In May, a southern India heat wave, with temperatures of 113 degrees to 118 degrees Fahrenheit killed over 750 people during a period of just five weeks.
During June, a strong heat wave in Pakistan killed 1,200 people with temperatures reaching 113 degrees Fahrenheit.
Now the Middle East is being hit with extreme heat as temperatures from the United Arab Emirates to Iraq have soared into the triple digits in a heat wave that is unprecedented for the region, said weather officials.
The region is susceptible to very high humidity that makes people feel hotter.
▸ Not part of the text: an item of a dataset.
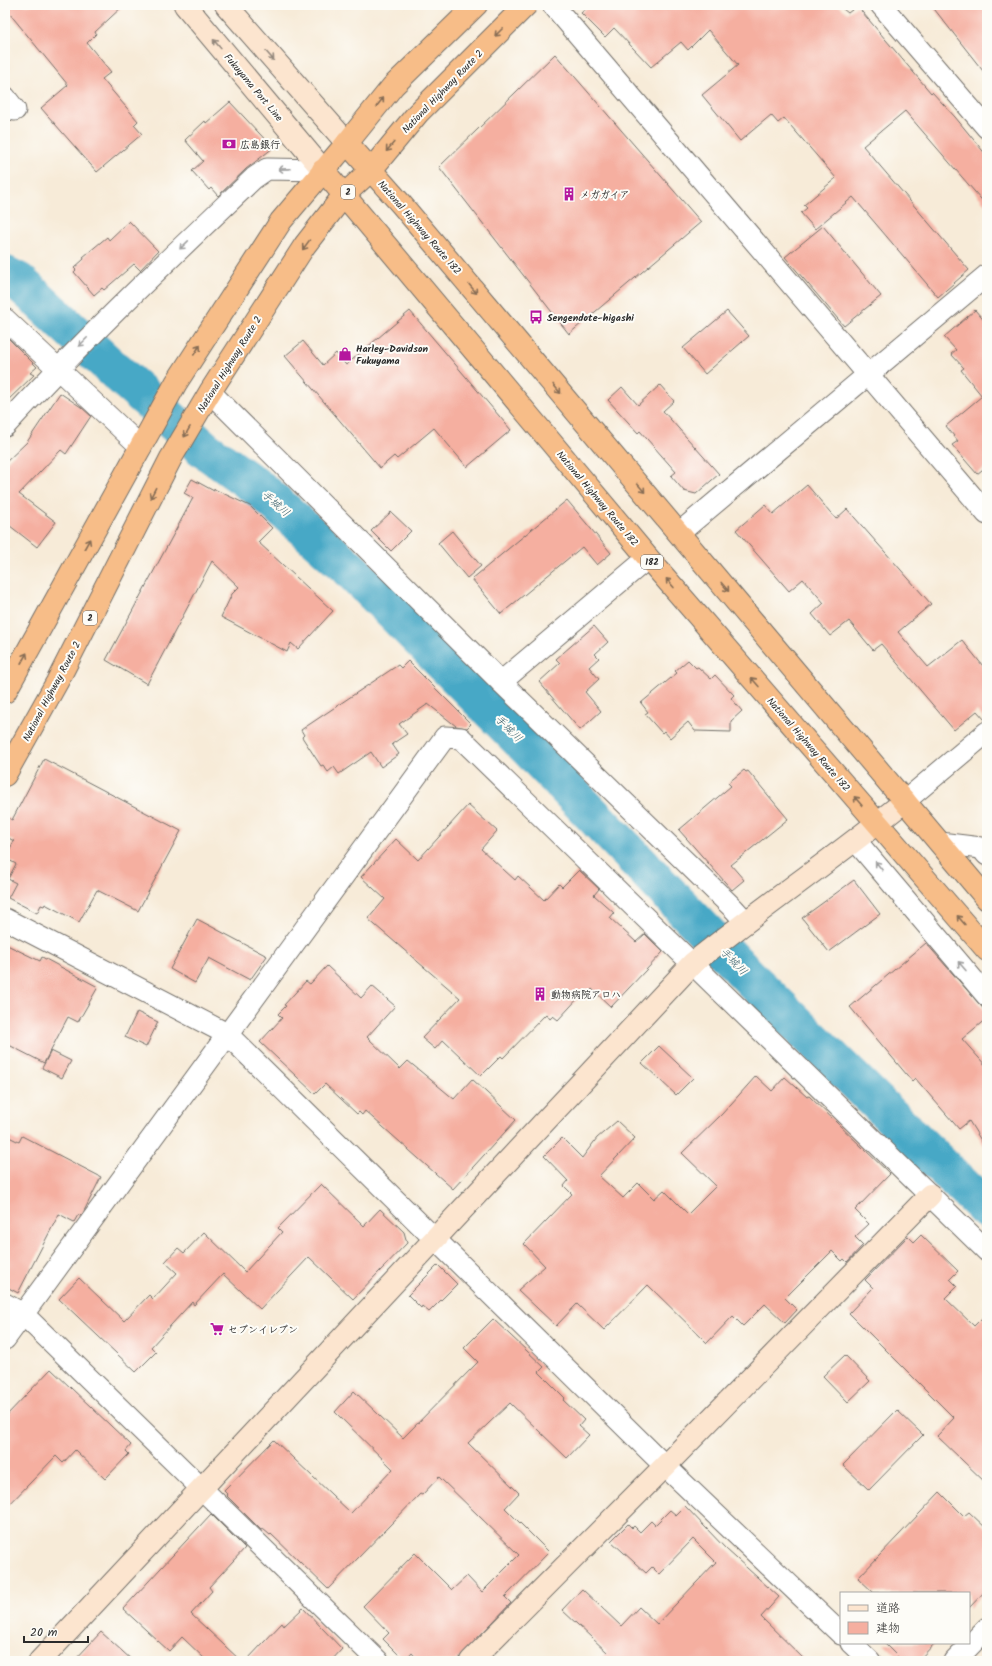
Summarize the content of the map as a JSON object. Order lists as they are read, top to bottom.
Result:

In Bandar Mahshahr, Iran, it reached 109 F but that coupled with humidity made residents feel like the temperature was actually 154 F.
The Iraq heat was so overpowering that its government declared a mandatory holiday of four days starting this past Thursday to keep as many Iraqis inside as possible.
However, with more than 14 million of the population displaces due to conflicts across the majority of the country, couples with chronic water and power cuts, being able to cool down will not be an easy task.
Many refugees without homes or access to sufficient water are suffering from severe dehydration and sunburn.
The foreign minister of Kurdistan, an autonomous region in Iraq expressed great concern for the more than 1.8 million Iraqi and Syrian refugees who are currently in Kurdistan seeking shelter.
The minister said that Kurdistan appreciated the financial support from the U.S. for refugees but that the donations were not sufficient enough to meet all the needs of a refugee population that continues to grow.
The Intergovernmental Panel for Climate Change projected back in 2013 that areas of the world that are experiencing heat waves would increase by 50% in size before 2020 and would eventually quadruple before 2040.